U.S. News & World Report ranks Gonzaga No. 4 among similar regional universities in the West
For the fourth year running, Gonzaga University is ranked fourth best among similar regional universities in the West, according to U.S. News & World Report’s annual listings.
The rankings rank schools in distinct categories, determined by level and type of certification offered. Regional universities are distinguished from national universities – such as Stanford and the University of Washington – in that they offer few, if any doctoral degrees, though they do offer master’s degrees. Regional liberal arts colleges, another category, offer more than 50 percent of their degrees in liberal arts disciplines. Regional colleges focus primarily on undergraduate education.
The Western region spans from the coastal states to Montana and down to Texas, and includes Hawaii and Alaska. The three schools ahead of Gonzaga in the regional university rankings are Santa Clara University in California; Trinity University in San Antonio; and Loyola Marymount University in Los Angeles – all private. Santa Clara and LMU, like Gonzaga, are Jesuit schools.
“I think our excellence is established over a long period of time,” said Peter Tormey, spokesman for Gonzaga. The school has been ranked among the top schools for 20 years running, he said.
In the study, Gonzaga also ranked best in its class in the West for undergraduate teaching, sixth for best value, second for graduation rate, third for first-year-student retention rate, third in best college for veterans and seventh for most innovative.
“This year, we’re recognized for undergraduate teaching,” Tormey said. “We’re very much focused on professors being accessible to students.”

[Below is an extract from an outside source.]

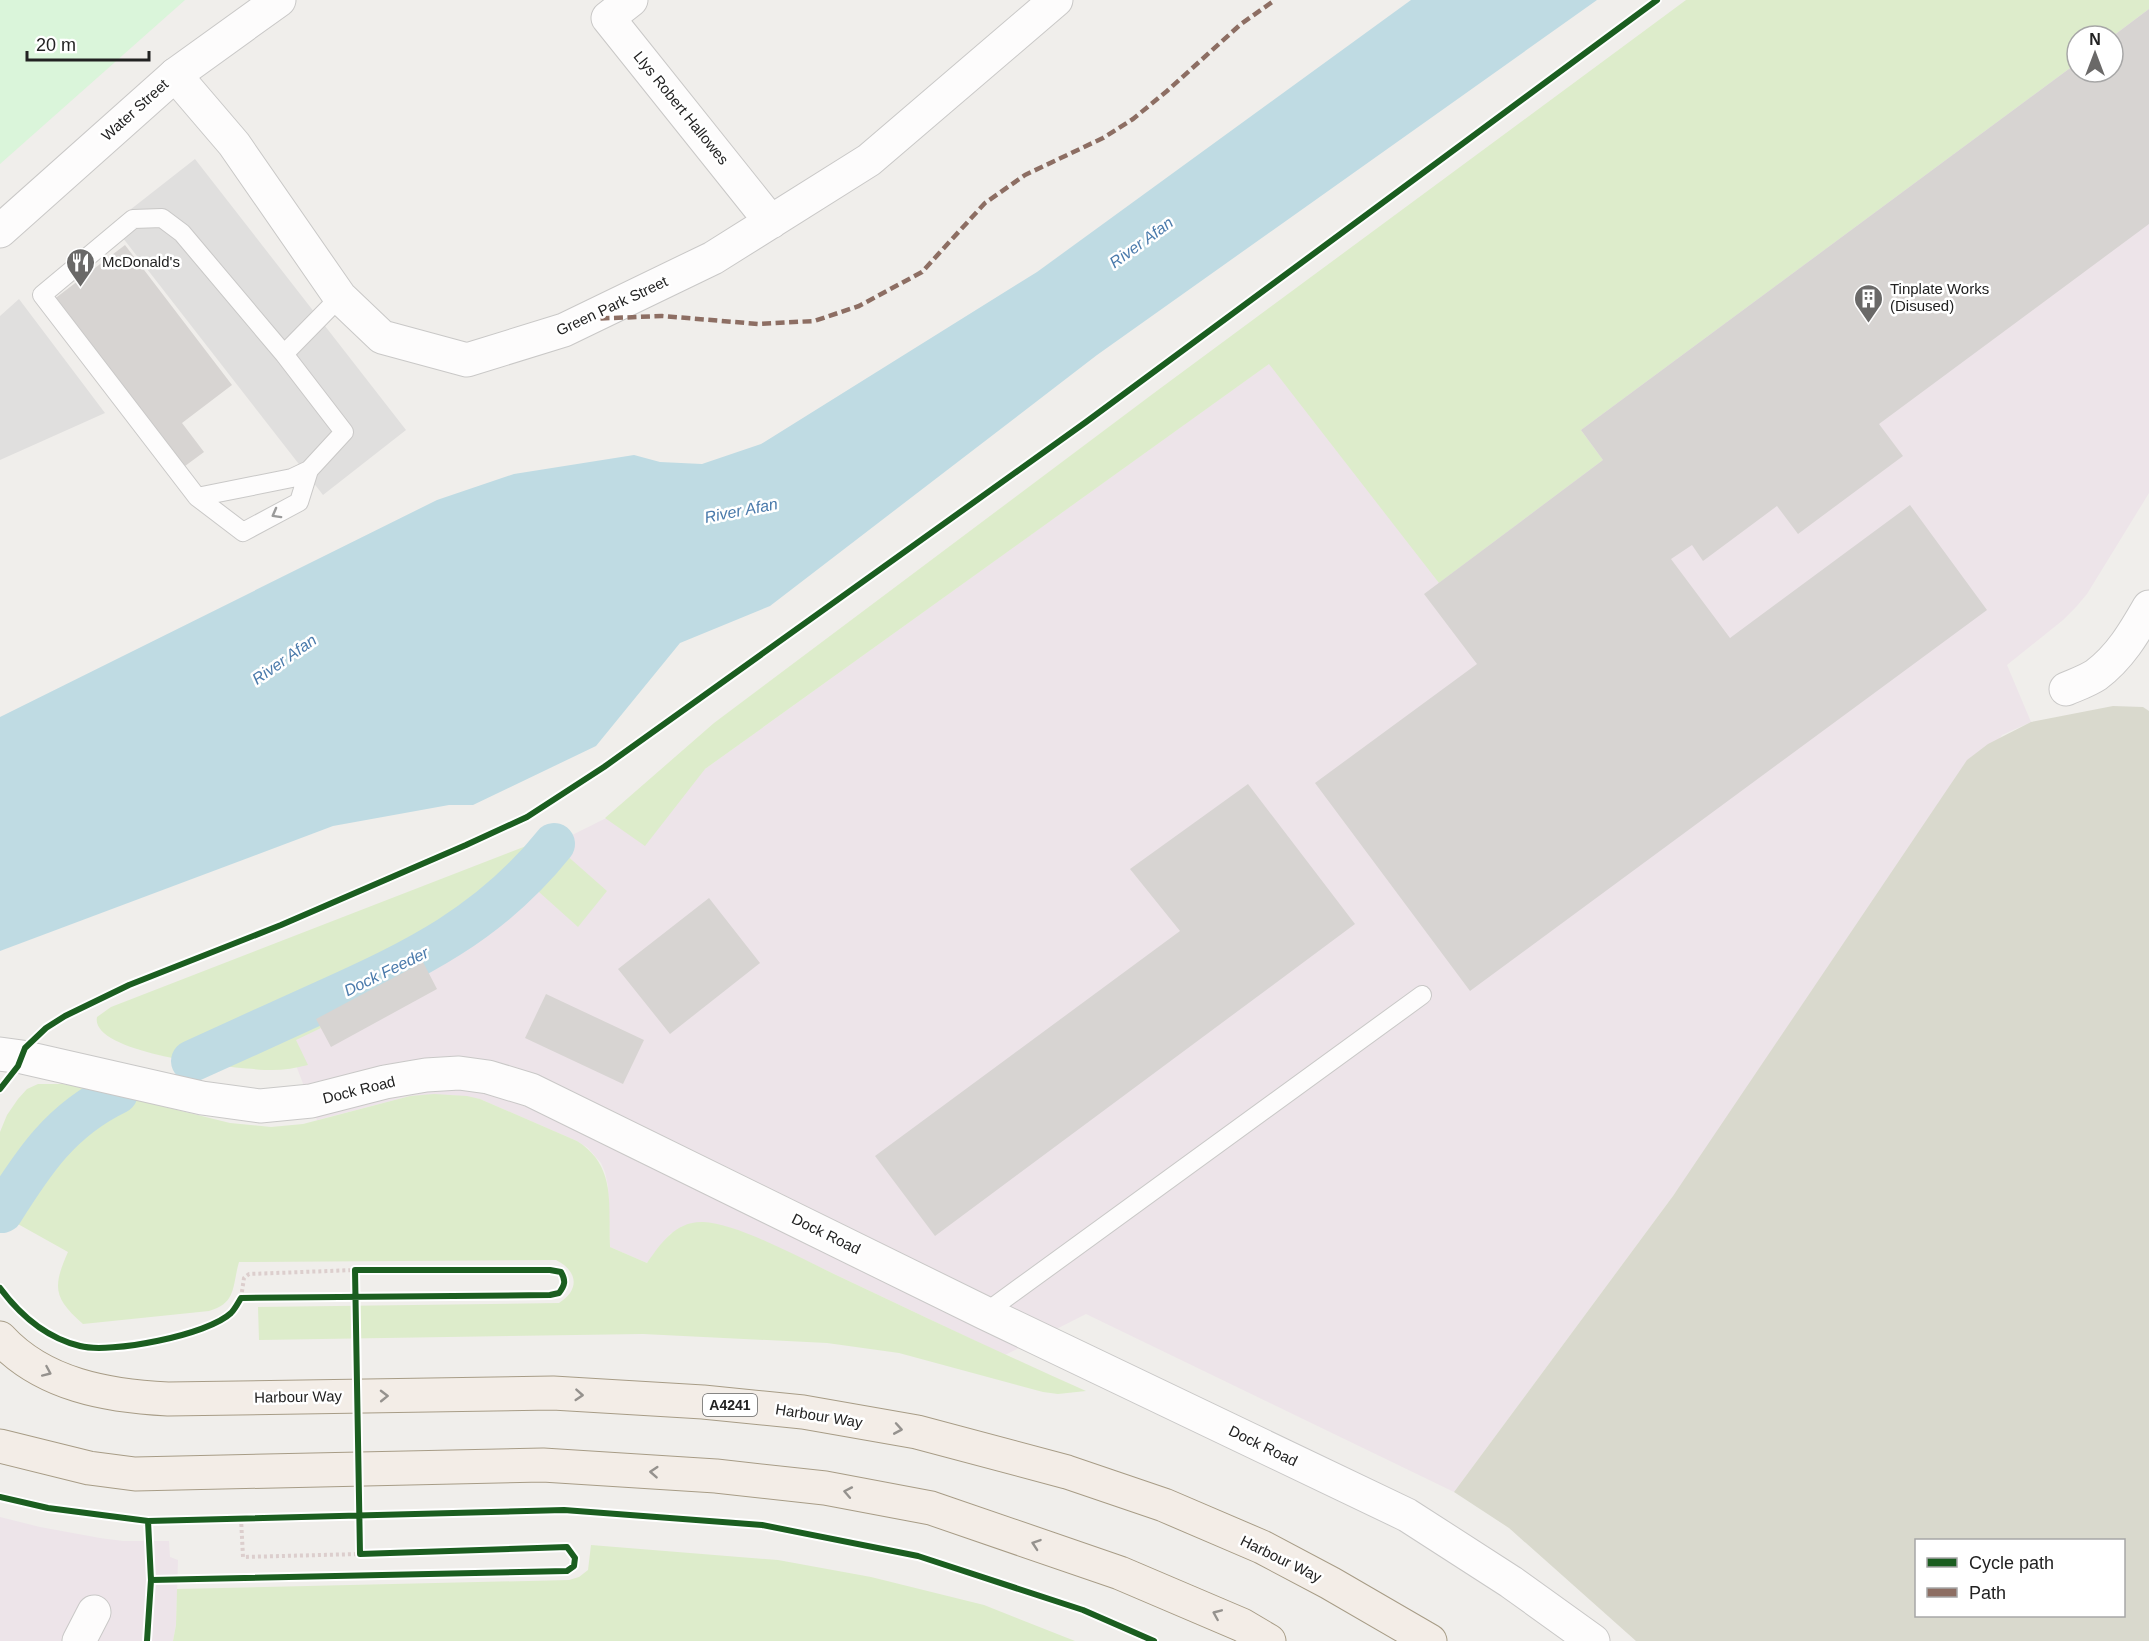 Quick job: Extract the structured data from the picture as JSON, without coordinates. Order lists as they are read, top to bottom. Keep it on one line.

Eastern Washington University tied for No. 77 among regional universities in the West, and tied for 24th for best public schools.
Washington State University tied for 140th in the best national universities list. The University of Washington placed 59th.
Whitworth University tied for eighth place for best regional university in the West.
But a common complaint about the annual study points out that 20 percent of the rankings account for “perceived reputations,” meaning opinions about the school.
U.S. News & World Report doesn’t account for affordability in its rankings; it’s often criticized for favoring wealthier institutions.
“The U.S. News rankings are not rankings of higher education,” said Jim Wolfston, president of CollegeNET, in an Inside Higher Ed article.
Wolfston said that the “incoming SAT scores” factor, which accounts for 7.75 percent of the rating, is unfair.
“They are rankings of the perpetuation of economic privilege,” he said in the article. “We all know the research. The tightest direct correlation to higher SAT scores is family income. Schools with the highest incoming SAT scores are therefore ‘better,’ not because they deliver a powerful education delta to their students, but because they enroll more scions of the rich.”
U.S. News put Gonzaga’s annual tuition at $43,210, with an estimated annual total cost of $59,795. On the other side of the scale is Eastern Washington, with tuition of $7,333 (in-state) and an estimated total cost of $23,004.
Tormey said that rankings are one of many ways that students determine which school to attend.
“There are a lot of rankings out there, and these are one of the most established and accurate,” said Tormey. “It’s one of the few that we report.”